Collected data:
┄┄┄┄┄┄┄┄┄┄┄┄┄┄┄┄┄┄┄┄

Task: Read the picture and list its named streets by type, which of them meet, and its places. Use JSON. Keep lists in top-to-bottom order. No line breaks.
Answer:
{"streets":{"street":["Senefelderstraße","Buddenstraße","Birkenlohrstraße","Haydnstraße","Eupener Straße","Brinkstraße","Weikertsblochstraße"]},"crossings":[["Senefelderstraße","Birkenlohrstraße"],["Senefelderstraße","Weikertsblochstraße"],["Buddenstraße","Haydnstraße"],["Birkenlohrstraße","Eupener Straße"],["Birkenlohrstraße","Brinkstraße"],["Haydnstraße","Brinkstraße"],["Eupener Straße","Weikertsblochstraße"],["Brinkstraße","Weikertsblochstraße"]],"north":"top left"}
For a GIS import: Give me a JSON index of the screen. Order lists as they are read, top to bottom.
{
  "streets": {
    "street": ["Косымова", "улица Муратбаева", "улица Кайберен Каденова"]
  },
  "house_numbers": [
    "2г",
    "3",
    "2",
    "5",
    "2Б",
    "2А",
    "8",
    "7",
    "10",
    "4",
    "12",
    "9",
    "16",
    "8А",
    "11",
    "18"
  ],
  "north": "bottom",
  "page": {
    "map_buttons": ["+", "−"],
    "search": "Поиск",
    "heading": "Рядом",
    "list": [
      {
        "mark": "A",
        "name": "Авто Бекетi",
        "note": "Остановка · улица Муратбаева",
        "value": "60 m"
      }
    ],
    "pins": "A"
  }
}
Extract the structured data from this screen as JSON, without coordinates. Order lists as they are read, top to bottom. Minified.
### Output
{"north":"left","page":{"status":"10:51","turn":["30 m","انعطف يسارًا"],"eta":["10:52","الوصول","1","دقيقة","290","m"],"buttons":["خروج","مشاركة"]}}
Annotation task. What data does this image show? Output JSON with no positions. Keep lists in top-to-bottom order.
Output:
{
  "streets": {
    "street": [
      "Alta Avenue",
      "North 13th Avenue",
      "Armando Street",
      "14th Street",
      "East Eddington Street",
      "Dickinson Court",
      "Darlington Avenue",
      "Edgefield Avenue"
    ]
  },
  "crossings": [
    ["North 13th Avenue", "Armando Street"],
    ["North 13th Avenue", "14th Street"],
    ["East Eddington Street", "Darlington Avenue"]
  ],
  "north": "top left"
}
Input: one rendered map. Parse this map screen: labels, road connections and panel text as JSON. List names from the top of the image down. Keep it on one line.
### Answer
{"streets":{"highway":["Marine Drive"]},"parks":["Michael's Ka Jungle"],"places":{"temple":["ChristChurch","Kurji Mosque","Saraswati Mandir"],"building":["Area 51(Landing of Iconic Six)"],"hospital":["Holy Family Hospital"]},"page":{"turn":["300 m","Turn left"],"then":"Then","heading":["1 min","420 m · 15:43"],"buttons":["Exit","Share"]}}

┄┄┄┄┄┄┄┄┄┄┄┄┄┄┄┄┄┄┄┄

> **Directions**:
Return every record above exactly as it appears.

> **Task answer**:
Task: Read the picture and list its named streets by type, which of them meet, and its places. Use JSON. Keep lists in top-to-bottom order. No line breaks.
Answer:
{"streets":{"street":["Senefelderstraße","Buddenstraße","Birkenlohrstraße","Haydnstraße","Eupener Straße","Brinkstraße","Weikertsblochstraße"]},"crossings":[["Senefelderstraße","Birkenlohrstraße"],["Senefelderstraße","Weikertsblochstraße"],["Buddenstraße","Haydnstraße"],["Birkenlohrstraße","Eupener Straße"],["Birkenlohrstraße","Brinkstraße"],["Haydnstraße","Brinkstraße"],["Eupener Straße","Weikertsblochstraße"],["Brinkstraße","Weikertsblochstraße"]],"north":"top left"}
For a GIS import: Give me a JSON index of the screen. Order lists as they are read, top to bottom.
{
  "streets": {
    "street": ["Косымова", "улица Муратбаева", "улица Кайберен Каденова"]
  },
  "house_numbers": [
    "2г",
    "3",
    "2",
    "5",
    "2Б",
    "2А",
    "8",
    "7",
    "10",
    "4",
    "12",
    "9",
    "16",
    "8А",
    "11",
    "18"
  ],
  "north": "bottom",
  "page": {
    "map_buttons": ["+", "−"],
    "search": "Поиск",
    "heading": "Рядом",
    "list": [
      {
        "mark": "A",
        "name": "Авто Бекетi",
        "note": "Остановка · улица Муратбаева",
        "value": "60 m"
      }
    ],
    "pins": "A"
  }
}
Extract the structured data from this screen as JSON, without coordinates. Order lists as they are read, top to bottom. Minified.
### Output
{"north":"left","page":{"status":"10:51","turn":["30 m","انعطف يسارًا"],"eta":["10:52","الوصول","1","دقيقة","290","m"],"buttons":["خروج","مشاركة"]}}
Annotation task. What data does this image show? Output JSON with no positions. Keep lists in top-to-bottom order.
Output:
{
  "streets": {
    "street": [
      "Alta Avenue",
      "North 13th Avenue",
      "Armando Street",
      "14th Street",
      "East Eddington Street",
      "Dickinson Court",
      "Darlington Avenue",
      "Edgefield Avenue"
    ]
  },
  "crossings": [
    ["North 13th Avenue", "Armando Street"],
    ["North 13th Avenue", "14th Street"],
    ["East Eddington Street", "Darlington Avenue"]
  ],
  "north": "top left"
}
Input: one rendered map. Parse this map screen: labels, road connections and panel text as JSON. List names from the top of the image down. Keep it on one line.
### Answer
{"streets":{"highway":["Marine Drive"]},"parks":["Michael's Ka Jungle"],"places":{"temple":["ChristChurch","Kurji Mosque","Saraswati Mandir"],"building":["Area 51(Landing of Iconic Six)"],"hospital":["Holy Family Hospital"]},"page":{"turn":["300 m","Turn left"],"then":"Then","heading":["1 min","420 m · 15:43"],"buttons":["Exit","Share"]}}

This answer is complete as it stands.